*Task prompt*
Could you transcribe all the entries exactly, omitting the pictures?

*Extracted data*
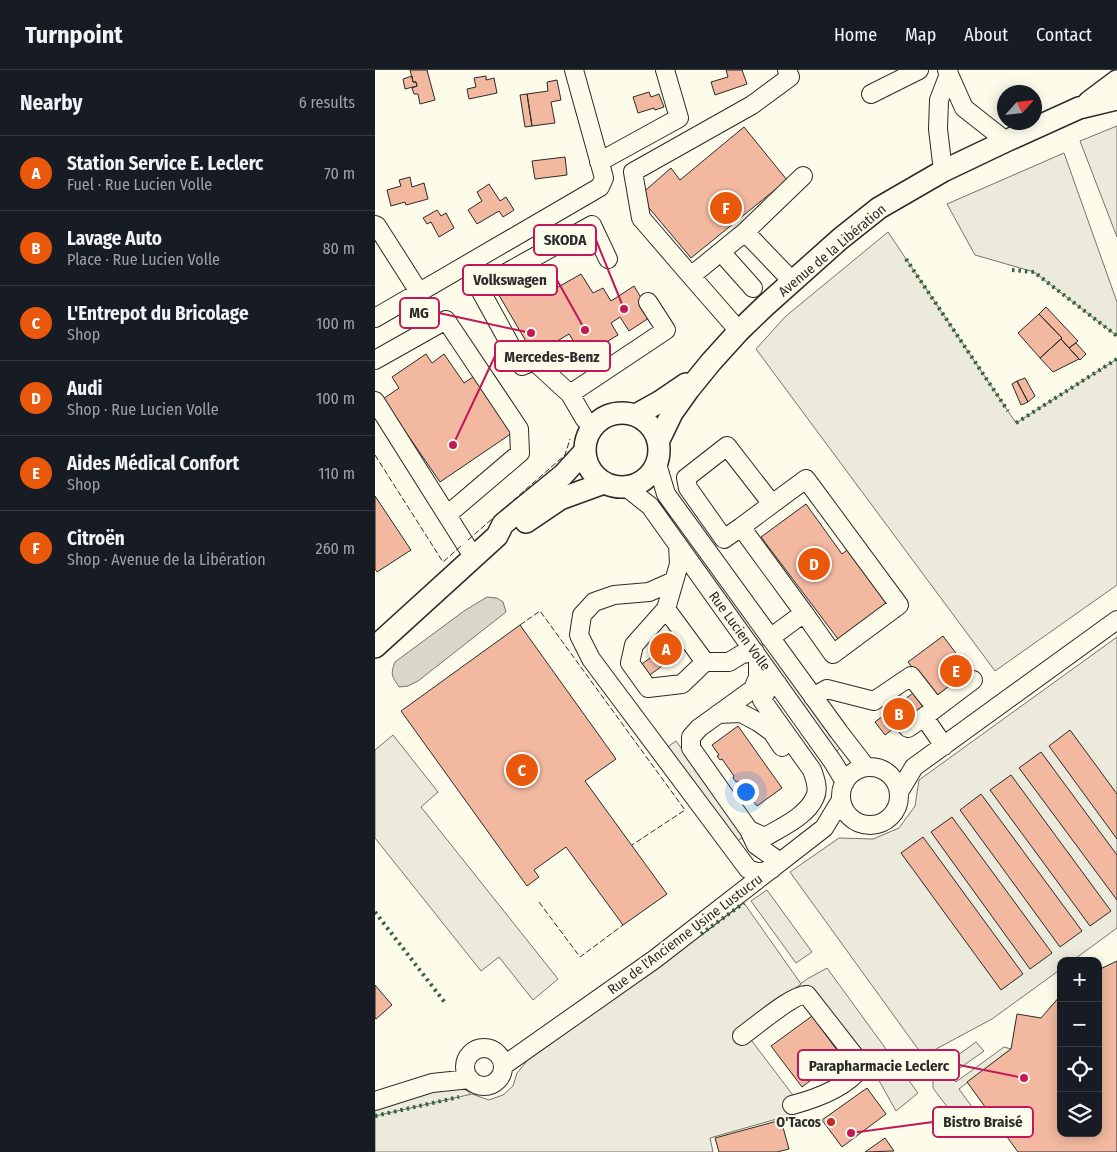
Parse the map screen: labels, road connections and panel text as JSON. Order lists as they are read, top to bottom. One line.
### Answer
{"streets":{"main road":["Avenue de la Libération"],"street":["Rue Lucien Volle","Rue de l'Ancienne Usine Lustucru"]},"crossings":[["Avenue de la Libération","Rue Lucien Volle"],["Rue Lucien Volle","Rue de l'Ancienne Usine Lustucru"]],"places":["SKODA","Volkswagen","MG","Mercedes-Benz","Parapharmacie Leclerc","O'Tacos","Bistro Braisé"],"north":"top right","page":{"header":"Turnpoint","nav":["Home","Map","About","Contact"],"heading":["Nearby","6 results"],"list":[{"mark":"A","name":"Station Service E. Leclerc","note":"Fuel · Rue Lucien Volle","value":"70 m"},{"mark":"B","name":"Lavage Auto","note":"Place · Rue Lucien Volle","value":"80 m"},{"mark":"C","name":"L'Entrepot du Bricolage","note":"Shop","value":"100 m"},{"mark":"D","name":"Audi","note":"Shop · Rue Lucien Volle","value":"100 m"},{"mark":"E","name":"Aides Médical Confort","note":"Shop","value":"110 m"},{"mark":"F","name":"Citroën","note":"Shop · Avenue de la Libération","value":"260 m"}],"pins":["F","D","A","E","B","C"],"map_buttons":["+","−"]}}
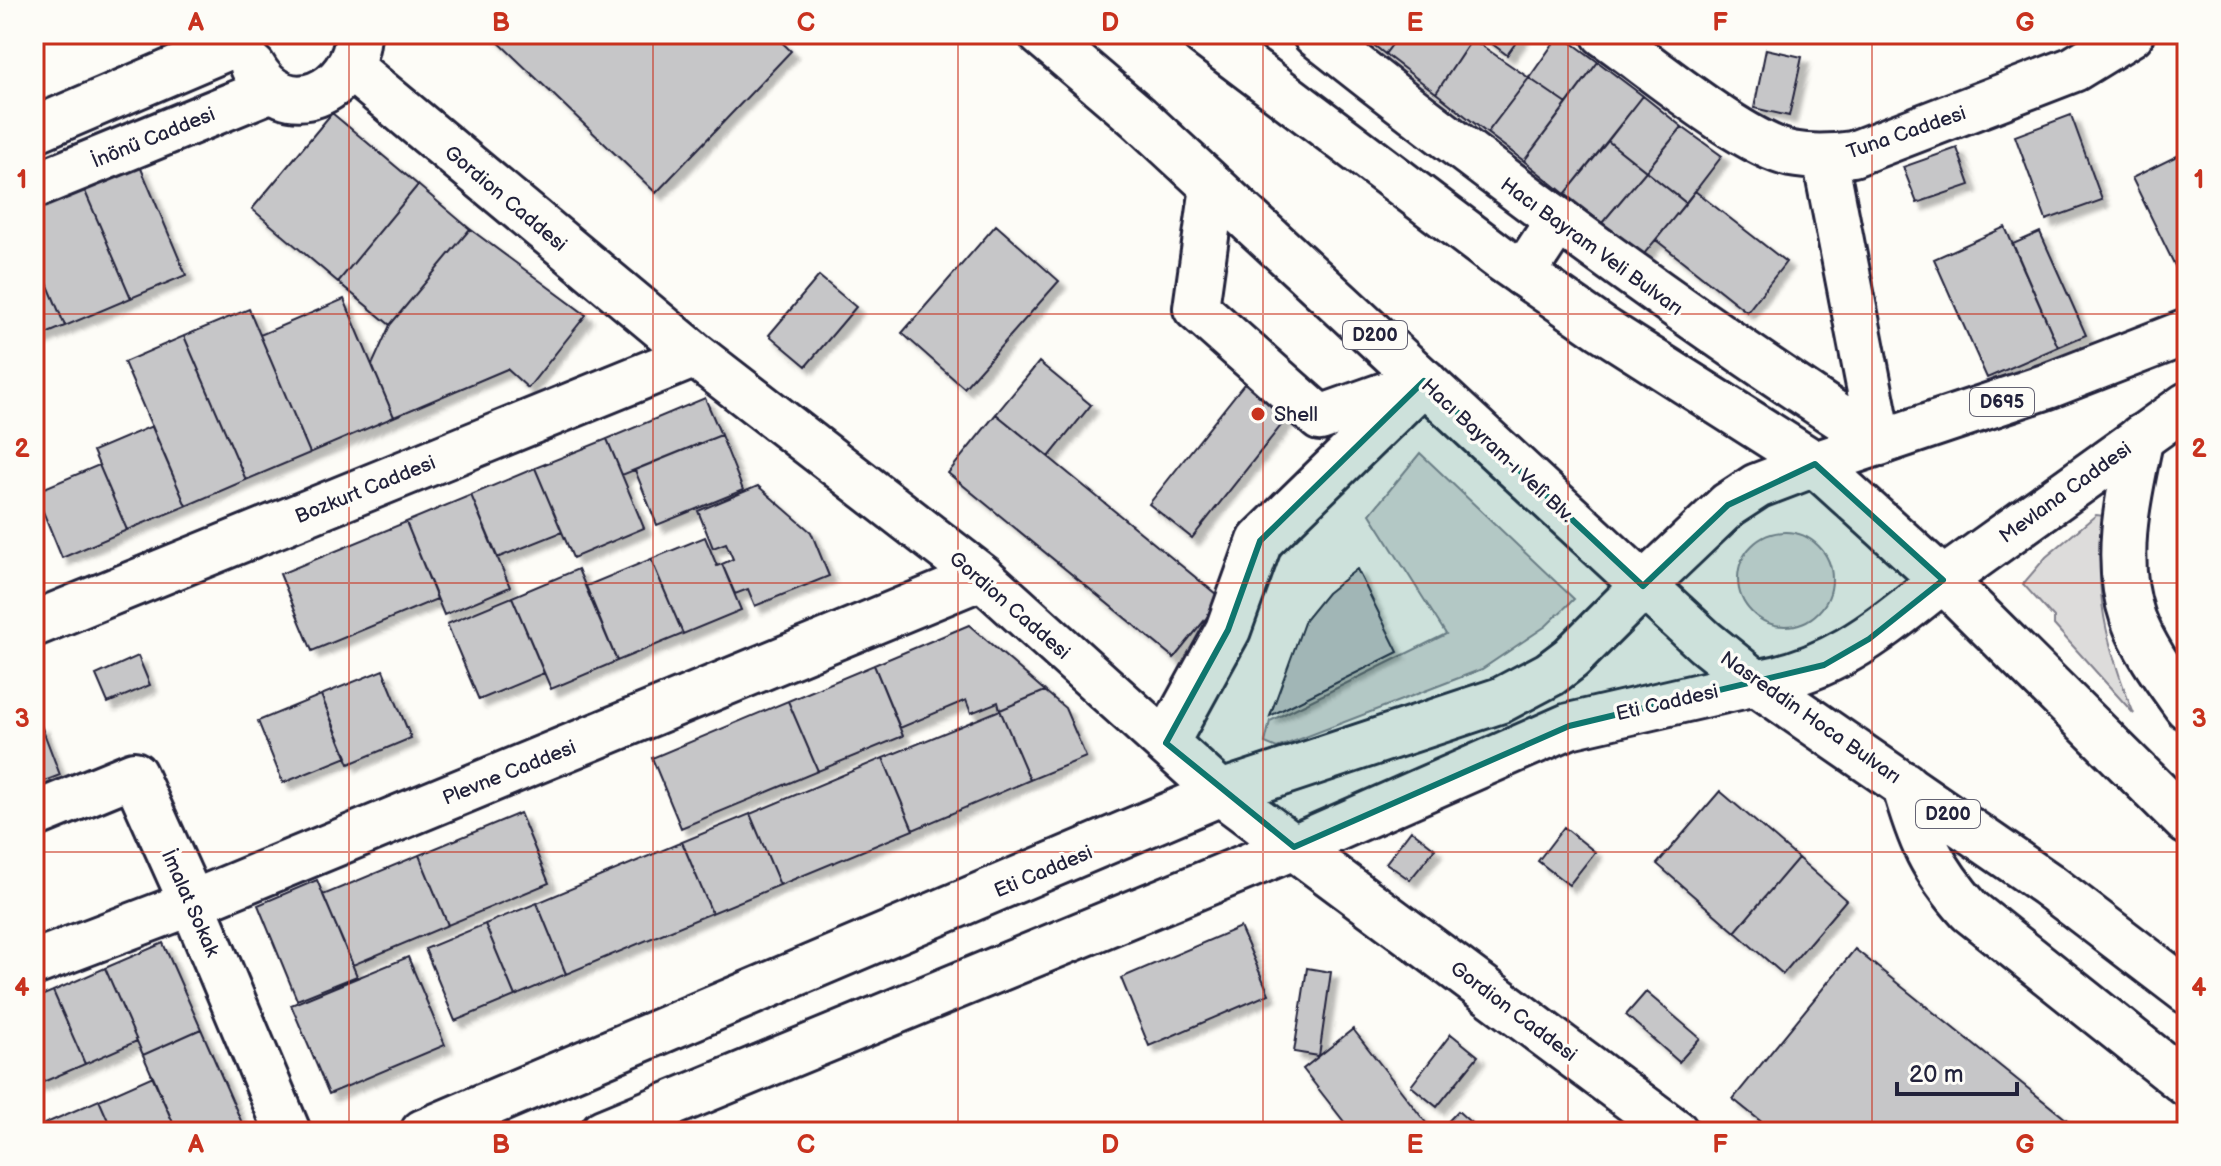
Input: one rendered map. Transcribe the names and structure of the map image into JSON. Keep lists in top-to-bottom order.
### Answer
{
  "streets": {
    "main road": [
      "Tuna Caddesi",
      "İnönü Caddesi",
      "Gordion Caddesi",
      "Hacı Bayram Veli Bulvarı",
      "D200",
      "D695",
      "Hacı Bayram-ı Velî Blv.",
      "Bozkurt Caddesi",
      "Mevlana Caddesi",
      "Eti Caddesi",
      "Nasreddin Hoca Bulvarı",
      "Plevne Caddesi",
      "İmalat Sokak"
    ]
  },
  "crossings": [
    ["Gordion Caddesi", "Bozkurt Caddesi"],
    ["Gordion Caddesi", "Eti Caddesi"],
    ["Gordion Caddesi", "Plevne Caddesi"],
    ["Hacı Bayram Veli Bulvarı", "D695"],
    ["D695", "Eti Caddesi"],
    ["Hacı Bayram-ı Velî Blv.", "Eti Caddesi"],
    ["Hacı Bayram-ı Velî Blv.", "Nasreddin Hoca Bulvarı"],
    ["Mevlana Caddesi", "Eti Caddesi"],
    ["Mevlana Caddesi", "Nasreddin Hoca Bulvarı"],
    ["Eti Caddesi", "Nasreddin Hoca Bulvarı"],
    ["Plevne Caddesi", "İmalat Sokak"]
  ],
  "places": ["Shell"],
  "scale_bar": "20 m",
  "grid": {
    "columns": [
      "A",
      "B",
      "C",
      "D",
      "E",
      "F",
      "G"
    ],
    "rows": [
      "1",
      "2",
      "3",
      "4"
    ]
  }
}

*Response area*
Parse the map screen: labels, road connections and panel text as JSON. Order lists as they are read, top to bottom. One line.
### Answer
{"streets":{"main road":["Avenue de la Libération"],"street":["Rue Lucien Volle","Rue de l'Ancienne Usine Lustucru"]},"crossings":[["Avenue de la Libération","Rue Lucien Volle"],["Rue Lucien Volle","Rue de l'Ancienne Usine Lustucru"]],"places":["SKODA","Volkswagen","MG","Mercedes-Benz","Parapharmacie Leclerc","O'Tacos","Bistro Braisé"],"north":"top right","page":{"header":"Turnpoint","nav":["Home","Map","About","Contact"],"heading":["Nearby","6 results"],"list":[{"mark":"A","name":"Station Service E. Leclerc","note":"Fuel · Rue Lucien Volle","value":"70 m"},{"mark":"B","name":"Lavage Auto","note":"Place · Rue Lucien Volle","value":"80 m"},{"mark":"C","name":"L'Entrepot du Bricolage","note":"Shop","value":"100 m"},{"mark":"D","name":"Audi","note":"Shop · Rue Lucien Volle","value":"100 m"},{"mark":"E","name":"Aides Médical Confort","note":"Shop","value":"110 m"},{"mark":"F","name":"Citroën","note":"Shop · Avenue de la Libération","value":"260 m"}],"pins":["F","D","A","E","B","C"],"map_buttons":["+","−"]}}
Input: one rendered map. Transcribe the names and structure of the map image into JSON. Keep lists in top-to-bottom order.
### Answer
{
  "streets": {
    "main road": [
      "Tuna Caddesi",
      "İnönü Caddesi",
      "Gordion Caddesi",
      "Hacı Bayram Veli Bulvarı",
      "D200",
      "D695",
      "Hacı Bayram-ı Velî Blv.",
      "Bozkurt Caddesi",
      "Mevlana Caddesi",
      "Eti Caddesi",
      "Nasreddin Hoca Bulvarı",
      "Plevne Caddesi",
      "İmalat Sokak"
    ]
  },
  "crossings": [
    ["Gordion Caddesi", "Bozkurt Caddesi"],
    ["Gordion Caddesi", "Eti Caddesi"],
    ["Gordion Caddesi", "Plevne Caddesi"],
    ["Hacı Bayram Veli Bulvarı", "D695"],
    ["D695", "Eti Caddesi"],
    ["Hacı Bayram-ı Velî Blv.", "Eti Caddesi"],
    ["Hacı Bayram-ı Velî Blv.", "Nasreddin Hoca Bulvarı"],
    ["Mevlana Caddesi", "Eti Caddesi"],
    ["Mevlana Caddesi", "Nasreddin Hoca Bulvarı"],
    ["Eti Caddesi", "Nasreddin Hoca Bulvarı"],
    ["Plevne Caddesi", "İmalat Sokak"]
  ],
  "places": ["Shell"],
  "scale_bar": "20 m",
  "grid": {
    "columns": [
      "A",
      "B",
      "C",
      "D",
      "E",
      "F",
      "G"
    ],
    "rows": [
      "1",
      "2",
      "3",
      "4"
    ]
  }
}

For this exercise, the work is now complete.